■ Data listing ■
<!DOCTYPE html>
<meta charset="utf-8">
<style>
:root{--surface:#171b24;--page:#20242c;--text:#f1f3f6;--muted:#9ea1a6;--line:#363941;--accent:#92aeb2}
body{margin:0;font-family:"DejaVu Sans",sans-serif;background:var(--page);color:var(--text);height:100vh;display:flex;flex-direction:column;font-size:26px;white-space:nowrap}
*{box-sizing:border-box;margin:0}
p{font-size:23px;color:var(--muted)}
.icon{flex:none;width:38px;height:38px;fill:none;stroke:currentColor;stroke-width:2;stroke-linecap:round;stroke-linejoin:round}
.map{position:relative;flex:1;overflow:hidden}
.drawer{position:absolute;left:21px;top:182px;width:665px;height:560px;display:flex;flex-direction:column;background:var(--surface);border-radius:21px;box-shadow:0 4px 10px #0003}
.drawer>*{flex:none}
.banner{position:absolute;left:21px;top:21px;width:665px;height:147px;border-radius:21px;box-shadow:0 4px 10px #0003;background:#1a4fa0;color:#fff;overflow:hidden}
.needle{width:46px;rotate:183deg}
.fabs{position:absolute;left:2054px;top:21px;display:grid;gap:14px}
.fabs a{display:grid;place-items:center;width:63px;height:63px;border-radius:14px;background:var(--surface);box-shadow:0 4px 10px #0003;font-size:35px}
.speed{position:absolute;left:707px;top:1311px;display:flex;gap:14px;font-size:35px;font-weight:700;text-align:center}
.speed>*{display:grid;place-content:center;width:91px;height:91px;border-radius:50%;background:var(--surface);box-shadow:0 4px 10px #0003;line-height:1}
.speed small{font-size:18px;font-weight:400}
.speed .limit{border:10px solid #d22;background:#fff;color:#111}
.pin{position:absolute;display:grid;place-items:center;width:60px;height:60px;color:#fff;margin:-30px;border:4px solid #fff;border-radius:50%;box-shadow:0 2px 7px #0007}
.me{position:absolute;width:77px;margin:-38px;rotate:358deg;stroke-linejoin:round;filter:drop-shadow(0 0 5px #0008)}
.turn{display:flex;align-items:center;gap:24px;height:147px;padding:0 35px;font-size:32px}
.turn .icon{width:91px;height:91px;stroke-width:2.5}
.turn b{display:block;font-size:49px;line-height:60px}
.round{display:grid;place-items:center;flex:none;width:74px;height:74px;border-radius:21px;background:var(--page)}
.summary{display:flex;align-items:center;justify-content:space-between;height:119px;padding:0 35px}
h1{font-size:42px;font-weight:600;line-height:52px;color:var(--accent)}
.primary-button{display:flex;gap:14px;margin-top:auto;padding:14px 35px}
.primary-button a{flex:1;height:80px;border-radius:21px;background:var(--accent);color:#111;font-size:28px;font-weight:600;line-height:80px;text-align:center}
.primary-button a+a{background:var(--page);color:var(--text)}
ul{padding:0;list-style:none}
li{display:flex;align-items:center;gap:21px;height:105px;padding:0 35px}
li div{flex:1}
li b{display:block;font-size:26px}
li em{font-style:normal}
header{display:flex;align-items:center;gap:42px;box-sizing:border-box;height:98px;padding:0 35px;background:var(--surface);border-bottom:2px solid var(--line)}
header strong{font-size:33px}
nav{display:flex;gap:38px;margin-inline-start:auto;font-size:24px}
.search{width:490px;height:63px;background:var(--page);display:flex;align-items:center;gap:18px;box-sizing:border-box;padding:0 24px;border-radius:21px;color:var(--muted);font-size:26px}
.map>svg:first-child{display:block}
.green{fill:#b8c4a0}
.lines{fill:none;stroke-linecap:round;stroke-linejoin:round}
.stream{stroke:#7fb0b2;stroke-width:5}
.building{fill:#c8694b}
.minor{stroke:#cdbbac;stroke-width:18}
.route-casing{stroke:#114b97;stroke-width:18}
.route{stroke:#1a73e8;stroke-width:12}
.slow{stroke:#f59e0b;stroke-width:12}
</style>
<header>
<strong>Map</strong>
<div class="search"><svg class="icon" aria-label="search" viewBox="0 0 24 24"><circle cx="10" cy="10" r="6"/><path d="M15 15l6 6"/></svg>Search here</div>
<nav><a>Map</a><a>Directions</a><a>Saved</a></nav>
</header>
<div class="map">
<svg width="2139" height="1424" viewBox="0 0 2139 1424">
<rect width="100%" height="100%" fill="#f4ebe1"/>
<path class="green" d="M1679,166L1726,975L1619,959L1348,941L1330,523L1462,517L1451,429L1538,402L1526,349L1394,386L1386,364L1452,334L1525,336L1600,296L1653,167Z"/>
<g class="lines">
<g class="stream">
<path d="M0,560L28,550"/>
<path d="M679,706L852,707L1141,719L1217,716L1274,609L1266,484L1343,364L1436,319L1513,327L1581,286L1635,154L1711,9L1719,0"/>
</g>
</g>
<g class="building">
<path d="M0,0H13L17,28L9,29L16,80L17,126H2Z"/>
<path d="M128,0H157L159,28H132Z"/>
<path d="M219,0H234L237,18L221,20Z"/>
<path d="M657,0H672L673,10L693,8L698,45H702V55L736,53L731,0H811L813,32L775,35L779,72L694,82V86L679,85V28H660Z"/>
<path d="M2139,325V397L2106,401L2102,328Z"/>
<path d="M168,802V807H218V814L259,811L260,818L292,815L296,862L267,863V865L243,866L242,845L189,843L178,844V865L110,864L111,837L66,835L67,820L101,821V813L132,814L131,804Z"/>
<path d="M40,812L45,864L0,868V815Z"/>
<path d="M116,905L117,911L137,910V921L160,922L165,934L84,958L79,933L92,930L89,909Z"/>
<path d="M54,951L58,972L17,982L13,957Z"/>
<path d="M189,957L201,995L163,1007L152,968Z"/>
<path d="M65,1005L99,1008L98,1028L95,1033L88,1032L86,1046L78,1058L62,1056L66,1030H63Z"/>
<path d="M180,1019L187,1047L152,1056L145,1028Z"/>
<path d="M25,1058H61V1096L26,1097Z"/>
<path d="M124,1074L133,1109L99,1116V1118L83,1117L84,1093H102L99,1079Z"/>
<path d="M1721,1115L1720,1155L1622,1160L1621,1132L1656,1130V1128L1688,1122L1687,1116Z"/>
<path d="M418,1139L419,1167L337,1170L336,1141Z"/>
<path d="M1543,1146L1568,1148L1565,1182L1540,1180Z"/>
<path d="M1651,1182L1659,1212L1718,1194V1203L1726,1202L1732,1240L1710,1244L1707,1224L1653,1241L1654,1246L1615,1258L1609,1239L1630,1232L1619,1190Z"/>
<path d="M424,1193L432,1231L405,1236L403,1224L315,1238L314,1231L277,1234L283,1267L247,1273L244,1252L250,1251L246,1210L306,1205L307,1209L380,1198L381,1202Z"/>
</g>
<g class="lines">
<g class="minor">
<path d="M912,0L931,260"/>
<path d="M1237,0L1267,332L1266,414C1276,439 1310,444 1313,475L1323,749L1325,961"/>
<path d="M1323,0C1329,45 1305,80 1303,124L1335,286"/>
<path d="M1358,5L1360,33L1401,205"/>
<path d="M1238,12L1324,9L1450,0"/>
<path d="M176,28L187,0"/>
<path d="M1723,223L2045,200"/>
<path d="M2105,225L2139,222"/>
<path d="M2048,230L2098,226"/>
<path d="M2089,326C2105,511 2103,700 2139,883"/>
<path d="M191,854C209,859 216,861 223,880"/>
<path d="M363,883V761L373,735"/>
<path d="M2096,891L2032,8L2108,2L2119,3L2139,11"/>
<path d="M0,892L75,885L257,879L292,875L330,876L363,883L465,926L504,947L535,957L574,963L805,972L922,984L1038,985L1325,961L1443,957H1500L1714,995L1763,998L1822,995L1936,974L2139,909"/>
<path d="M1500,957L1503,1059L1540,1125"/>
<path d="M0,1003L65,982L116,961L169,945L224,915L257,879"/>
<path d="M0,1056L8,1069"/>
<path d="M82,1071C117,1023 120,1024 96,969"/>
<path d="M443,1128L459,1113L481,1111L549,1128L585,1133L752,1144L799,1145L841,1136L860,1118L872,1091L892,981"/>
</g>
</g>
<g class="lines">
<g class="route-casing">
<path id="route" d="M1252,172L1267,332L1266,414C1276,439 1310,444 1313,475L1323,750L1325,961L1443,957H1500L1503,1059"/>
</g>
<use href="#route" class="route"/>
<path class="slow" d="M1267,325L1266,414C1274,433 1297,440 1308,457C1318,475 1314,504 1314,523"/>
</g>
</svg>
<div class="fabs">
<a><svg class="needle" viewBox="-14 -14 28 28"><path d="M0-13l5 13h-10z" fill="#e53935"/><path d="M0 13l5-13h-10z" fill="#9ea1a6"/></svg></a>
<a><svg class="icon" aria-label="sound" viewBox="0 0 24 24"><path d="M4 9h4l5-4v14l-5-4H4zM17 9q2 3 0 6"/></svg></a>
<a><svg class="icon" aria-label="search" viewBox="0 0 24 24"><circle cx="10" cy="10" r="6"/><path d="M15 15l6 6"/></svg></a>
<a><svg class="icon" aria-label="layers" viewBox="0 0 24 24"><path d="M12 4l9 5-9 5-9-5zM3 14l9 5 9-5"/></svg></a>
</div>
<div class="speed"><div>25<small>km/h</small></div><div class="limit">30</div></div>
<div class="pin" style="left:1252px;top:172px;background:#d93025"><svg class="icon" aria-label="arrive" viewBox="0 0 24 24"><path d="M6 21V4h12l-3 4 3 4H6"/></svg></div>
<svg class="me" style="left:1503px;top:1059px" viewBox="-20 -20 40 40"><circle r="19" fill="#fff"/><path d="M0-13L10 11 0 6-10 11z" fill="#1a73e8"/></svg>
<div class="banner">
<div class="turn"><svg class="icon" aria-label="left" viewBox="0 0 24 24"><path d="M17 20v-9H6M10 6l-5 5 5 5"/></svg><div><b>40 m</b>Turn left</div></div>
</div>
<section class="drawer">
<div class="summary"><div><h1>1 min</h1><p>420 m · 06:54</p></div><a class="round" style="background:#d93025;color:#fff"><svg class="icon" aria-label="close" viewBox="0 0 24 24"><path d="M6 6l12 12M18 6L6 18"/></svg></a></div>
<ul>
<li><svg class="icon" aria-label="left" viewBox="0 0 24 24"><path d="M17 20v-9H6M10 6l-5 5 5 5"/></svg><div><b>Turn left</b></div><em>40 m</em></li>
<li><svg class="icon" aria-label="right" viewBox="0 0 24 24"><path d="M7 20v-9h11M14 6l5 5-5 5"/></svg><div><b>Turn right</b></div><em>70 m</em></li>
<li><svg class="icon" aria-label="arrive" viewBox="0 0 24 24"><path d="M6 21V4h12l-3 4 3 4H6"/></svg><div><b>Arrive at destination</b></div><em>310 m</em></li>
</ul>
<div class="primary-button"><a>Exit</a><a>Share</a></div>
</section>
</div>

■ Problem description ■
Scan the entries above for the string "limit" and copy each line that contains it.

■ The completed task ■
.speed .limit{border:10px solid #d22;background:#fff;color:#111}
<div class="speed"><div>25<small>km/h</small></div><div class="limit">30</div></div>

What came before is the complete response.